Подошли еще офицеры. В несчетный раз поднялся спор: весь ли японский флот встретим у Цусимы или часть его?
Оптимисты утверждали, что Того дастся в обман и пойдет караулить нас на север, так как «Терек» и «Кубань» еще 9-го ушли к восточным берегам Японии и уж наверно там нашумели!(Судьба нам не благоприятствовала: «Терек» и «Кубань» за все это время никого не встретили и ничем не заявили о своем присутствии.) Противная партия возражала, что Того не хуже нас понимает обстановку и знает, что для похода кругом Японии в один прием угля не хватит — надо грузиться. Где? — это не тропики, здесь на погоду нельзя рассчитывать, а значит, и нельзя рассчитывать на погрузку в открытом море. Укрыться в какой-нибудь бухте? — везде телеграф, и, конечно, повсюду наблюдательные посты. Того будет своевременно уведомлен, и спешить на север ему незачем. Если бы даже нам удалось погрузиться в море и незаметно подойти к одному из проливов, то тут уж никак не спрячешься, а благодаря их узкости — получи: и минное заграждение, и плавающие мины, набросанные по пути, и атаки миноносцев, возможные даже среди белого дня. В туман или ненастье в эти проливы не сунешься, особенно эскадрой, да еще с транспортами… Да, наконец, если бы Бог и пронес нас через все это, что дальше? — та же встреча с японским флотом, который от Цусимы всегда успеет выйти на пересечку нашей эскадре, притом уже претерпевшей от миноносцев и мин всякого рода в проливах…

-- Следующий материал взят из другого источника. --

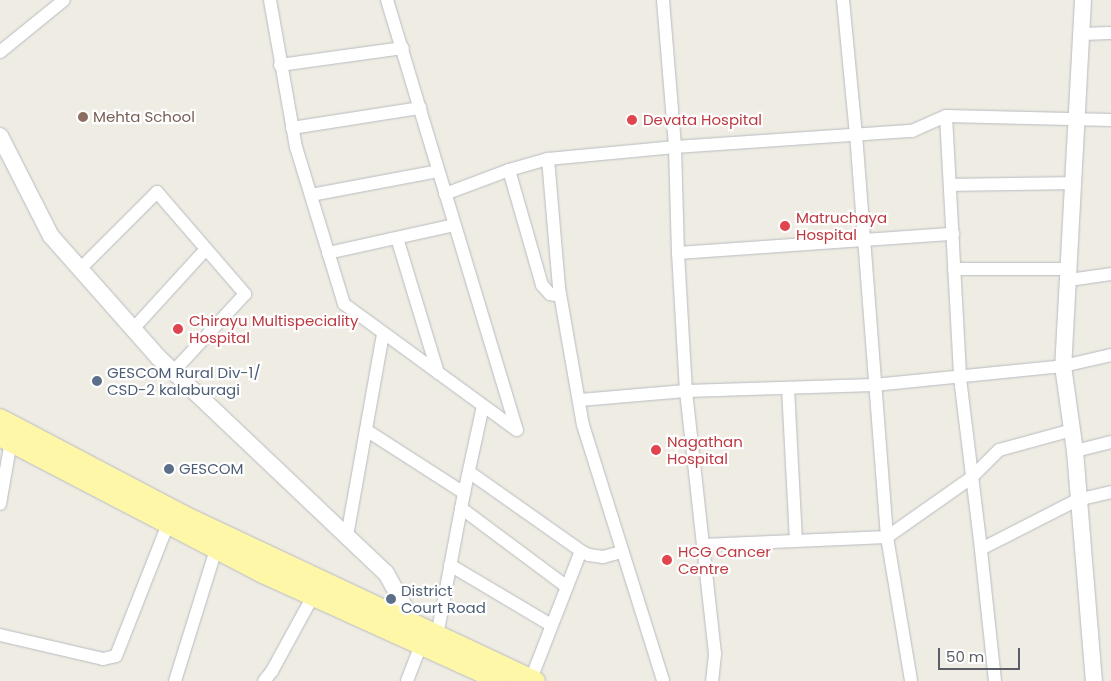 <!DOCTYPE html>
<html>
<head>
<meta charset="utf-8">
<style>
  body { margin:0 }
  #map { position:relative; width:1111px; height:681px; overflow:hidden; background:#efede3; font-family:Poppins,sans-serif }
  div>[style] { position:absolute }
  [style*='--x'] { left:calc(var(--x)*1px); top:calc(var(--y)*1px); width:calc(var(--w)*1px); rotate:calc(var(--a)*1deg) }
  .roads { filter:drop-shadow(0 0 1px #b8bbc0) drop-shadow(0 0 1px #b8bbc0) }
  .minor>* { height:12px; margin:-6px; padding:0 6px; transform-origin:6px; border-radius:6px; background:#fff }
  .tertiary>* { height:16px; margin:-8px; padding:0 8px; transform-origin:8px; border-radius:8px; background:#fff }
  .primary>* { height:20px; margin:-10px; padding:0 10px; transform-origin:10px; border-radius:10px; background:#fff7a8 }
  .dots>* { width:14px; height:14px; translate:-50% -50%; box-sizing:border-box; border:2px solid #fff; border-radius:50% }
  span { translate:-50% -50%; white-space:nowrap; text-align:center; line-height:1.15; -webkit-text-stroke:4.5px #fff; paint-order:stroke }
  .education-label { font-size:15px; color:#785e54 }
  .left { translate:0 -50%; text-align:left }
  .health-label { font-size:15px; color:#be3a42 }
  .service-label { font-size:15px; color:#4e5e75 }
  .scale { position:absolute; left:938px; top:648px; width:82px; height:22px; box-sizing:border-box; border:2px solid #5b5f65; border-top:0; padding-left:6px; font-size:15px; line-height:18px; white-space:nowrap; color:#5b5f65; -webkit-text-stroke:4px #fff; paint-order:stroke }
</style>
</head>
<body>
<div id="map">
  <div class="roads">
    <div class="minor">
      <i style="--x:270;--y:0;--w:149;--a:80"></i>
      <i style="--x:296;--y:147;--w:164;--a:73"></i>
      <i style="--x:344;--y:304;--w:214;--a:36.1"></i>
      <i style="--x:387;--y:0;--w:449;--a:73.2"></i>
      <i style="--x:663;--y:0;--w:147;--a:85.3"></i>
      <i style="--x:675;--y:147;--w:106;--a:88.4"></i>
      <i style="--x:678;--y:253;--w:138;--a:86.7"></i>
      <i style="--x:686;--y:391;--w:265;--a:83.7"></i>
      <i style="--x:715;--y:654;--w:27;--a:96"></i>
      <i style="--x:843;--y:0;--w:135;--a:84.5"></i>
      <i style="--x:856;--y:134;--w:404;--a:85.6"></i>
      <i style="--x:887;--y:537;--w:146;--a:80.5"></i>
      <i style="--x:1081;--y:34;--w:30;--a:-2"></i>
      <i style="--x:0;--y:52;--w:82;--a:-39.1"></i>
      <i style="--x:280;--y:65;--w:124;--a:-7.9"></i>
      <i style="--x:946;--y:116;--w:262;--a:86.9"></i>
      <i style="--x:960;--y:378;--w:172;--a:83"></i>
      <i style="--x:292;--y:128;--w:130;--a:-8.9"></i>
      <i style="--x:548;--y:159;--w:129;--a:85.1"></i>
      <i style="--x:559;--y:288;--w:139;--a:80.1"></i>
      <i style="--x:583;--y:425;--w:268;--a:72.6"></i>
      <i style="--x:509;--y:170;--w:120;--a:74"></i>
      <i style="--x:542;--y:285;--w:12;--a:48"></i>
      <i style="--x:550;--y:294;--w:10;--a:11"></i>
      <i style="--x:950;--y:185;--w:124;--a:-0.9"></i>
      <i style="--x:445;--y:194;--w:68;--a:-20.6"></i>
      <i style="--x:509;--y:170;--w:41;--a:-15.8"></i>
      <i style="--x:548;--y:159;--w:128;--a:-5.4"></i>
      <i style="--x:675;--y:147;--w:238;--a:-3.9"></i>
      <i style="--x:912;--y:131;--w:37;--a:-24"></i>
      <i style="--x:946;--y:116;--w:165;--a:1.4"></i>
      <i style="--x:311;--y:195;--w:129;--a:-10.7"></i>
      <i style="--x:397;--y:238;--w:141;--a:73.1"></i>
      <i style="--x:328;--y:253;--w:129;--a:-12.5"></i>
      <i style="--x:678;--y:253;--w:276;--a:-4"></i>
      <i style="--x:80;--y:269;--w:109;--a:-45"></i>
      <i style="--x:157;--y:192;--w:135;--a:49.2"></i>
      <i style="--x:245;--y:294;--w:106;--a:132.7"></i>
      <i style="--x:954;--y:269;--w:115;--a:0"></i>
      <i style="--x:1069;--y:280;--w:42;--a:-8.1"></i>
      <i style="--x:133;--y:329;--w:108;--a:-47.6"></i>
      <i style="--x:788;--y:388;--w:153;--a:87"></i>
      <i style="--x:580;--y:400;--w:106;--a:-4.9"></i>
      <i style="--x:686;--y:391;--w:188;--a:-1.8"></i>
      <i style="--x:874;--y:385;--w:190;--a:-5.7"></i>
      <i style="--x:1063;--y:366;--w:49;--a:-12.9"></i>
      <i style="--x:366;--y:430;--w:117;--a:32.7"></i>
      <i style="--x:464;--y:493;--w:146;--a:100.7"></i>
      <i style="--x:1075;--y:451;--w:37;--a:-14"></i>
      <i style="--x:469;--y:472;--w:137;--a:35.2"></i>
      <i style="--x:581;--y:551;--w:9;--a:27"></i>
      <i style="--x:589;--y:555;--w:14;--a:8"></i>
      <i style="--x:603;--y:557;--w:20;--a:-15"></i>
      <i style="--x:464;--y:493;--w:89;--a:-77.7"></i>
      <i style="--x:0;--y:504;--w:64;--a:-80.1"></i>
      <i style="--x:461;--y:508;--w:132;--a:36.7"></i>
      <i style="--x:347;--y:536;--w:206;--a:-79.9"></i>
      <i style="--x:703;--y:545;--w:184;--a:-2.5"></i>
      <i style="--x:887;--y:537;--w:103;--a:-35.1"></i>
      <i style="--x:971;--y:478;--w:40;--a:-45"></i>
      <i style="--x:999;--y:450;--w:76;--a:-15.3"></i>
      <i style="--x:450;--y:565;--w:117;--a:30.7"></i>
      <i style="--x:0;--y:635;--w:106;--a:13.1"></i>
      <i style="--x:103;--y:659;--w:13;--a:-13"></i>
      <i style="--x:116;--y:656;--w:142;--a:-68.5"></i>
      <i style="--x:531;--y:679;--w:137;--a:-68.7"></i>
      <i style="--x:175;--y:681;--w:138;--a:-72.7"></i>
      <i style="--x:264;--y:681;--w:13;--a:-51"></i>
      <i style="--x:272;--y:671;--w:85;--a:-61.3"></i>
      <i style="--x:407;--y:681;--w:39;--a:-69"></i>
      <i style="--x:995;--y:681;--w:133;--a:-96.1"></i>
      <i style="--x:981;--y:549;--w:108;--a:-27"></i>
      <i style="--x:1077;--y:500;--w:35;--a:-13"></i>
    </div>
    <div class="tertiary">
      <i style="--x:1083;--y:0;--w:367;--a:93.1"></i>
      <i style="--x:1063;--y:366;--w:86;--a:82"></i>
      <i style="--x:1075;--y:451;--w:231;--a:85.3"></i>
      <i style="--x:0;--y:136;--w:112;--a:63"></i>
      <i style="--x:51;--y:236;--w:162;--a:48.5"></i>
      <i style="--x:158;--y:357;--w:314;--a:43.5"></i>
      <i style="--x:386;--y:573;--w:60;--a:61.3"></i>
    </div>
    <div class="primary">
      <i style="--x:0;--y:419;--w:208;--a:27.8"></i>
      <i style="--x:184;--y:516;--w:388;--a:25.2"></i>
      <i style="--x:0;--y:436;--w:297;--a:27.5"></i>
      <i style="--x:263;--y:573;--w:261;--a:24.4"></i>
    </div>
  </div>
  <div class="dots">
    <i style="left:83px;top:117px;background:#8d6e63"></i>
    <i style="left:632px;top:120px;background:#e0444e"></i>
    <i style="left:785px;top:226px;background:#e0444e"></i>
    <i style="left:178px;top:329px;background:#e0444e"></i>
    <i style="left:97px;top:381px;background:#5c6f8a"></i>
    <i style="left:656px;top:450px;background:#e0444e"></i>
    <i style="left:169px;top:469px;background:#5c6f8a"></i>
    <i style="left:667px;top:560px;background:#e0444e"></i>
    <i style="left:391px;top:599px;background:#5c6f8a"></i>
  </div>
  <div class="education-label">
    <span class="left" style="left:93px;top:117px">Mehta School</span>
  </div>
  <div class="health-label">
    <span class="left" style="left:643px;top:120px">Devata Hospital</span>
    <span class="left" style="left:796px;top:226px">Matruchaya<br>Hospital</span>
    <span class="left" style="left:189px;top:329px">Chirayu Multispeciality<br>Hospital</span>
    <span class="left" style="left:667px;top:450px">Nagathan<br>Hospital</span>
    <span class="left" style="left:678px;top:560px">HCG Cancer<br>Centre</span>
  </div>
  <div class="service-label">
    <span class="left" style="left:107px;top:381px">GESCOM Rural Div-1/<br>CSD-2 kalaburagi</span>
    <span class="left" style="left:179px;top:469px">GESCOM</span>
    <span class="left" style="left:401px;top:599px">District<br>Court Road</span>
  </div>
  <div class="scale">50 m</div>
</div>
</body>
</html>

— Позвольте, позвольте, господа! Прошу слова! — возвысил голос старший штурман Зотов (он же и первый лейтенант), любивший и умевший поспорить. — Очевидно, что для нас наилучший путь восточная часть Корейского пролива. Помимо всяких других соображений, по-моему, главное, что здесь широко, глубоко, свободно для маневрирования и безопасно для плавания в какую угодно погоду. Даже чем погода хуже, тем для нас лучше. Все это говорено-переговорено, жевано-пережевано, и сами вольтерьянцы не станут об этом спорить. Полагаю, Того не глупее нас и так же хорошо все это понимает. Кроме того, полагаю, что употребление циркуля и четырех правил арифметики ему также известно, а тогда он без труда рассчитает, что если бы мы выкинули такой трюк, как поход кругом Японии, и решились бы заведомо, еще до встречи с ним, вытерпеть минную войну, то он все же вполне успеет перехватить нас по дороге во Владивосток, если в то время, как мы с океана подойдем к проливам, тронется в поход от… (внимание, господа!) от северной оконечности Цусимы… Минная оборона проливов, несомненно, давно уже организована. Военные порта Аомори и Муроран — под боком. Кто этого не знает — тому стыдно. Может быть, он еще отделит туда кое-что из минной мелочи, но сам с главными силами (скажу даже — со всем флотом), где может он находиться?.. Или нет, ставлю такой вопрос: где должен находиться? — Утверждаю, что нигде иначе, как близ северной оконечности Цусимы, а так как в море ему болтаться незачем, то он стоит в какой-нибудь бухте…
— Например, в Мазампо! — перебил младший штурман, мичман Баль.
— Согласен и на Мазампо, но позвольте кончить. Надежды на отсутствие главных сил японцев я считаю ребячеством. По моему мнению, мы достигли кульминационной точки нашей авантюры. Завтра будет решение: или по вертикалу, — Зотов энергично махнул рукой сверху вниз, — или, — и он тихо повел рукой вправо, плавно опуская ее книзу, — медленно, но верно, по параллели к точке захода…
— Как? Почему? Отчего к точке захода? — запротестовали кругом…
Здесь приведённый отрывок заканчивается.